Aos 13, 14 anos passei a viver com minha mãe biológica e observei que a casa era muito estranha, passado pouco tempo eu pude constatar que aquele era um ponto de uso e venda de entorpecentes, esse foi um problema imenso para administrar.
Mesmo com tão pouca idade, a única coisa que eu queria era não ter aquela mesma vivência, então arrumei uma estratégia para não ficar em casa, ocupar todo o meu tempo e ir apenas dormir. Comecei a me envolver com esportes, aquela foi a minha tábua de salvação, passei a fazer jazz e ballet clássico, alguns conhecidos da escola participavam das mesmas atividades de dança e paralelamente passei a procurar um emprego.
Mais ou menos aos 17 anos arrumei o primeiro emprego. Minha rotina fora de casa era meu refúgio para não me envolver naquele contexto, foi bastante complicado administrar tudo isso. Eu negligenciava minha identidade mais íntima, mais pessoal, me desvincilhava do assunto quando as pessoas queriam me visitar em casa, quando levava alguém era muito rápido, apenas de passagem. Era muito vergonhoso admitir que eu tinha uma mãe dependente química e que vivia no mundo do crime, ela tinha um marido, também usuário de drogas e eu tinha uma irmã mais nova. Fazia o máximo possível para não me envolver, até porque não havia a questão do afeto, da partilha familiar, viviam mais em prol das viagens, minha irmã era criada basicamente pelas pessoas que minha mãe contratava para cuidar da casa.
Nesse período com 17,18 anos conheci meu marido e me apaixonei pela segunda vez.

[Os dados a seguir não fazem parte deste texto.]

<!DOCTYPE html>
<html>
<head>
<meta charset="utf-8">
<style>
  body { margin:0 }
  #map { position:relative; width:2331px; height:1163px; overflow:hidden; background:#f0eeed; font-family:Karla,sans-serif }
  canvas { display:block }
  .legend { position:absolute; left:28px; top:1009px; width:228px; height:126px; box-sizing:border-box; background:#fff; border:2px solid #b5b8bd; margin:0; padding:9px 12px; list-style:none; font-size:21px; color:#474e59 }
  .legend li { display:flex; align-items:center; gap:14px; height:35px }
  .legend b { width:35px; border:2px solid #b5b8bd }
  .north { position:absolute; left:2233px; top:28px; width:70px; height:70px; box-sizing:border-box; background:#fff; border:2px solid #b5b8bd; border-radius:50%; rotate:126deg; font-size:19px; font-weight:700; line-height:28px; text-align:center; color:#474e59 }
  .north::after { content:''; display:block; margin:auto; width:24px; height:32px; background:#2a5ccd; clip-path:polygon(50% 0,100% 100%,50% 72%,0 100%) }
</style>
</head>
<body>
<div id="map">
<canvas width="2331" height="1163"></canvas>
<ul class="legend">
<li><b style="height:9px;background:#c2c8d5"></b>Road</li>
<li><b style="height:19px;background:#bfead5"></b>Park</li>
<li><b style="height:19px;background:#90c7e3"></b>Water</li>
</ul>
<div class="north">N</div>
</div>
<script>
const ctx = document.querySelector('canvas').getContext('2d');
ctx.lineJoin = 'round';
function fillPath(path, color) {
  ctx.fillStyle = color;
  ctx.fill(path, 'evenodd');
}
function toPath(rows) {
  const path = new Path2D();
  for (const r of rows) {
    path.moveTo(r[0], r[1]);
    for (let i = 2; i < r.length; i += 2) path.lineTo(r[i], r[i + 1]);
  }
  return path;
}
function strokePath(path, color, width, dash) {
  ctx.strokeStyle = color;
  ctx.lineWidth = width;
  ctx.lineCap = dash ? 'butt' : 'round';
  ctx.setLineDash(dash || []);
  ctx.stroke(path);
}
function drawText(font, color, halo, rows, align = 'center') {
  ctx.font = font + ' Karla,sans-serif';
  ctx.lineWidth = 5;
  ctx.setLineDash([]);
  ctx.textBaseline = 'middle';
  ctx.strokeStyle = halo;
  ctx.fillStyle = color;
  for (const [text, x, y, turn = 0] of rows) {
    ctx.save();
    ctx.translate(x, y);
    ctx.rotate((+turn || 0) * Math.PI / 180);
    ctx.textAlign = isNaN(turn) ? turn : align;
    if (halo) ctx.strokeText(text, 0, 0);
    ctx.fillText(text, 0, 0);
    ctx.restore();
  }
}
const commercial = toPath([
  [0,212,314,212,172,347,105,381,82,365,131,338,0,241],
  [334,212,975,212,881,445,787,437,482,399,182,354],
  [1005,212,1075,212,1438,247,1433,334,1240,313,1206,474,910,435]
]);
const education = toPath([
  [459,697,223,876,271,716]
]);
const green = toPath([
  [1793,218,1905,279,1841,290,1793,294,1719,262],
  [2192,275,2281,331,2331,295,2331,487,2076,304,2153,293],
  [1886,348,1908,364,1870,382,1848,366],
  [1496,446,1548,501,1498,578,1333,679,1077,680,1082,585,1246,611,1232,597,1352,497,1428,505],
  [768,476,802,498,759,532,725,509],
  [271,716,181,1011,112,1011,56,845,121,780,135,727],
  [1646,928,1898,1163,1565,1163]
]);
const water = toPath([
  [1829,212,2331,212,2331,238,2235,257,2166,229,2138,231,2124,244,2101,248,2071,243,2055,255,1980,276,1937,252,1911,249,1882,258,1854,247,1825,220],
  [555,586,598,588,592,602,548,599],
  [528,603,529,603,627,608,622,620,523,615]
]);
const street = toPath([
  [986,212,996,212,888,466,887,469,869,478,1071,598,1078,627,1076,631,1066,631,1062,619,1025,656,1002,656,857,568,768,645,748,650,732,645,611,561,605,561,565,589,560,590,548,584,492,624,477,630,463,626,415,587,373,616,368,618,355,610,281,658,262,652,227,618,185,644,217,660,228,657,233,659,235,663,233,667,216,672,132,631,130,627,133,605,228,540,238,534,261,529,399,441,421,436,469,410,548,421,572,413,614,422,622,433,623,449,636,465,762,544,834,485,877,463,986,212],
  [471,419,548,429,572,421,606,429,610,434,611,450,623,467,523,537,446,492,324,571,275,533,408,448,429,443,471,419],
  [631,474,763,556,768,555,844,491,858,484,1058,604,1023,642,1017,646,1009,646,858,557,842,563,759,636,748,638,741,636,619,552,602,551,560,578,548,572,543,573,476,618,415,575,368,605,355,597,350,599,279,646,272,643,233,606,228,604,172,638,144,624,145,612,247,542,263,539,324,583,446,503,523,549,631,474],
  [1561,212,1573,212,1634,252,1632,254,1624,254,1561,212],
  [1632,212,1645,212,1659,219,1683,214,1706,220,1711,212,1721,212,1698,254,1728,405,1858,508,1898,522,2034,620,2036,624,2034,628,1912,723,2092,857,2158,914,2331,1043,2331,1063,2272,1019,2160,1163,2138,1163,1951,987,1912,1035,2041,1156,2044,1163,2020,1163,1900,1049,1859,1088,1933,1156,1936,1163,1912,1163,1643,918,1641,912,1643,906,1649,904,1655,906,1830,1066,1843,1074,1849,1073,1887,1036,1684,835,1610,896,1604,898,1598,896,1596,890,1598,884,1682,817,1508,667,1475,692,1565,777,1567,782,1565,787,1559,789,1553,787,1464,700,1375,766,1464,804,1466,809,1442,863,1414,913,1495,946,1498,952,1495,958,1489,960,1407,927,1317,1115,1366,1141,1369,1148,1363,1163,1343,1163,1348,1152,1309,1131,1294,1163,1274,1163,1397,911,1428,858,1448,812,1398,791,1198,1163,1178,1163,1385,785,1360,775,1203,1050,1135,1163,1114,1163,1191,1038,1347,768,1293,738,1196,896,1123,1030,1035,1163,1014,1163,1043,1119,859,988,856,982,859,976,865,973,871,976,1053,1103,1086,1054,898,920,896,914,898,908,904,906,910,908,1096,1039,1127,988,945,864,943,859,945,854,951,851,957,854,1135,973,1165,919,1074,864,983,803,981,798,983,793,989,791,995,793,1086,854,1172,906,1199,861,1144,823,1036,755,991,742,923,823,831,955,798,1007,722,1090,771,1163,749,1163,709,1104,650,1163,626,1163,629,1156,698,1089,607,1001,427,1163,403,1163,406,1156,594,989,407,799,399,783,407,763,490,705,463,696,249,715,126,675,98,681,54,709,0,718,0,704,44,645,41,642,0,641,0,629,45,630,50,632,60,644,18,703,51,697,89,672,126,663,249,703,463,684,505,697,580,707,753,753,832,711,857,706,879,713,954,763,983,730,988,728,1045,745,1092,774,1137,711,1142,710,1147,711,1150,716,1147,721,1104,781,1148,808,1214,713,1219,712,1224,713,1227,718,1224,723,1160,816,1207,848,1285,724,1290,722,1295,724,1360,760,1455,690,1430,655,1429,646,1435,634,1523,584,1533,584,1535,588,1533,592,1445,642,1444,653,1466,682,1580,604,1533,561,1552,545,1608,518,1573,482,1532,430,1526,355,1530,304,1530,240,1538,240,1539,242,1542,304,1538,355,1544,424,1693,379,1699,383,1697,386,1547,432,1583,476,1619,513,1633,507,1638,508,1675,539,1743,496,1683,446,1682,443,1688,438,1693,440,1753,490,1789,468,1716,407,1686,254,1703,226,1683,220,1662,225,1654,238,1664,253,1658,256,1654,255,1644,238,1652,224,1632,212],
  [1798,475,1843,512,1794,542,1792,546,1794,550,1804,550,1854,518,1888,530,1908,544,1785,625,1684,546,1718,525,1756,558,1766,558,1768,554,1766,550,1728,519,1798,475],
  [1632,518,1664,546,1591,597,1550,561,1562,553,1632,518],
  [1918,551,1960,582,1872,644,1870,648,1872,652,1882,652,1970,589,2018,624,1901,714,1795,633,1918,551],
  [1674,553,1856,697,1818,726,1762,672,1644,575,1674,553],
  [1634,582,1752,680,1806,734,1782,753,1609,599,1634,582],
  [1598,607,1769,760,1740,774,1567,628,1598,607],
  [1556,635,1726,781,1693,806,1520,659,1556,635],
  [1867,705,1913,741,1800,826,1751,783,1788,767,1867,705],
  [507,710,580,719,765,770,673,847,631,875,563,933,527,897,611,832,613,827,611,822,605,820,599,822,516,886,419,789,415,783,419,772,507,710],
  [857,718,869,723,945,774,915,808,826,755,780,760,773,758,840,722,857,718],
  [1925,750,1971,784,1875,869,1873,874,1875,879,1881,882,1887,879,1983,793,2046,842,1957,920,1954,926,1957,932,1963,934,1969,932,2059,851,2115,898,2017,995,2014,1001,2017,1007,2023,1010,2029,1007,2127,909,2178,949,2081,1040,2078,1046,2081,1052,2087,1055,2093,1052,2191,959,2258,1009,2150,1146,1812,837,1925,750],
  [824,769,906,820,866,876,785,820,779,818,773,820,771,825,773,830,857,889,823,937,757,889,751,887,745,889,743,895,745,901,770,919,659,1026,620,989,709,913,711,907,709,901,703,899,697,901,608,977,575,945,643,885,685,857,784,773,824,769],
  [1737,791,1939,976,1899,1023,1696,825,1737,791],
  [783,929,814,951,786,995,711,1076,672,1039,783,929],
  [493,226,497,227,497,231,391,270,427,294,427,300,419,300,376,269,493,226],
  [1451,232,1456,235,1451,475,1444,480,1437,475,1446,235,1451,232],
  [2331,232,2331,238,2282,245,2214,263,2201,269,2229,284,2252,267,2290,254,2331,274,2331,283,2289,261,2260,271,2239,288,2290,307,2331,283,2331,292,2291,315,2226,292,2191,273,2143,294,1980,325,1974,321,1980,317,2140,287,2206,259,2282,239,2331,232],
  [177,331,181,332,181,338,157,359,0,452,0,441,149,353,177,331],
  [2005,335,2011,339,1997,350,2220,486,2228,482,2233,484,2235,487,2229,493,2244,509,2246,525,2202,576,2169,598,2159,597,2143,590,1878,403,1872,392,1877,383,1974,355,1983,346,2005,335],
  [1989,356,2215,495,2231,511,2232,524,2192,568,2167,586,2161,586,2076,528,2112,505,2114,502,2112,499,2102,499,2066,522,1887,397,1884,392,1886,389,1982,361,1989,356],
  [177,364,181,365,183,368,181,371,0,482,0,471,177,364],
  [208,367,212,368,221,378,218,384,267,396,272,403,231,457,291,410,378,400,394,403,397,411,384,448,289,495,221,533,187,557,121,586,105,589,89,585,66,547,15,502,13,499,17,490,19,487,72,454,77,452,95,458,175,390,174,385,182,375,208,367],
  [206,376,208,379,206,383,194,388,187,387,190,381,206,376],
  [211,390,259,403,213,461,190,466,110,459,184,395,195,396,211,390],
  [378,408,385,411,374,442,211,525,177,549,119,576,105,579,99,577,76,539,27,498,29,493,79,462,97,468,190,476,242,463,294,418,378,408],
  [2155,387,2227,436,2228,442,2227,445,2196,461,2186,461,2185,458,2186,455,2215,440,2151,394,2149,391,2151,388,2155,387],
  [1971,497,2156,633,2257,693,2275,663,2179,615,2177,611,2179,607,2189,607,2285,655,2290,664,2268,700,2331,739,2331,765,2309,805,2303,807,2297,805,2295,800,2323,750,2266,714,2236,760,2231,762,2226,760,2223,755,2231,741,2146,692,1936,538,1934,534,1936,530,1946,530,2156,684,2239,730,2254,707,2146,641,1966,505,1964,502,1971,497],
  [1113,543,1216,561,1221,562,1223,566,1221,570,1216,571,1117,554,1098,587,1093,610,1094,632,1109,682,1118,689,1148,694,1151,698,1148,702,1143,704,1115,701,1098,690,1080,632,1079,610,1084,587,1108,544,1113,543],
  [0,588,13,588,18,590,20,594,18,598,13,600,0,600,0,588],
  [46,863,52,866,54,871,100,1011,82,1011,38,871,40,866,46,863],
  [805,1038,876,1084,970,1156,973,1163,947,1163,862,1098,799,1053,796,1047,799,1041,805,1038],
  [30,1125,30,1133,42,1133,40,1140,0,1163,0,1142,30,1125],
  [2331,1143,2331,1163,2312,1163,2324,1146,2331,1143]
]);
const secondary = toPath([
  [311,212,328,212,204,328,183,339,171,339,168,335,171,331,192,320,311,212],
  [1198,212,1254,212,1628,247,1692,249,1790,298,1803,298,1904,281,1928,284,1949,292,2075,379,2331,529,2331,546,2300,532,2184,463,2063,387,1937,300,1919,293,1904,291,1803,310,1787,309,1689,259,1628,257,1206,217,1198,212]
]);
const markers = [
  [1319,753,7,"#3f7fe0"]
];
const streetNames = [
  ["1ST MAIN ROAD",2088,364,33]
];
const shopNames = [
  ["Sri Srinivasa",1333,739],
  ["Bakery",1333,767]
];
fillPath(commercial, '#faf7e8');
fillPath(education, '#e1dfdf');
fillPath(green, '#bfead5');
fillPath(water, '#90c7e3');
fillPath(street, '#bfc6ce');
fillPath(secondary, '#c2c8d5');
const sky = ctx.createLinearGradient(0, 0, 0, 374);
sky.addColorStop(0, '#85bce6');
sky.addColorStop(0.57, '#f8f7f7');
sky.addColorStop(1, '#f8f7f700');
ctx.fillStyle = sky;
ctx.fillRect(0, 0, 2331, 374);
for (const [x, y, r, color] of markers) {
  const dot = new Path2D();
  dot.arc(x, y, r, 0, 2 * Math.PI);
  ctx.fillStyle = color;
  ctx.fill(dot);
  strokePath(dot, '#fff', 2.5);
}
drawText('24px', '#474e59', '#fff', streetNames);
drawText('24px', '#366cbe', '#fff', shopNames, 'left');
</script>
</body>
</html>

Fantasiei tudo o que uma pessoa apaixonada fantasia: ''todos os meus problemas estão resolvidos, terei minha família, unida, estruturada.'' Mas não foi bem assim, houve outros percalços.
Após um ano de relacionamento, de namoro, engravidei de nossa filha, hoje com 26 anos. Depois de um tempo e muitas dificuldades constatei que ele também tinha problemas com dependência química, então passei a lidar com dois dependentes químicos. Essa constatação foi muito dolorosa.
Nesse momento eu me voltei de fato para a espiritualidade e busquei forças em deus para superar toda essa dificuldade. Mas o lado sagrado feminino -que era a questão de nossa senhora- sempre pesava muito então eu não buscava de fato esse aconchego no colo da mãe. Passei por várias denominações religiosas: fui protestante, espirita, sempre pedi a D'us que Jesus na sua infinita misericórdia me mostrasse a religião que Ele havia criado para que eu seguisse de fato e eu fui cada vez mais me deixando levar pela mão d'Ele naquele processo, em todas as minhas dores.
Até que um dia, meu marido chegou em casa caindo pelas tabelas, como se diz. Eu saía de casa 4:30 da manhã para trabalhar e levava minha filha para a escola, chegávamos por volta das 20h 21h. Num desses dias, na volta meu marido muito debilitado pelo uso diário do álcool e de outras drogas estava cambaleando pelos corredores de casa. Aquilo para mim foi a gota d'água, no cansaço que eu já estava, praticamente no fim da semana, ao olhar para ele balancei a cabeça negativamente, entrei no quarto, tomei um banho e chorei durante toda a noite e desabafei para D'us que estava sendo muito doloroso persistir naquela vida tão doída e difícil. Nesse choro compulsivo eu adormeci.
Reconciliação divina:
E nessa noite acabei tendo um sonho com nossa senhora.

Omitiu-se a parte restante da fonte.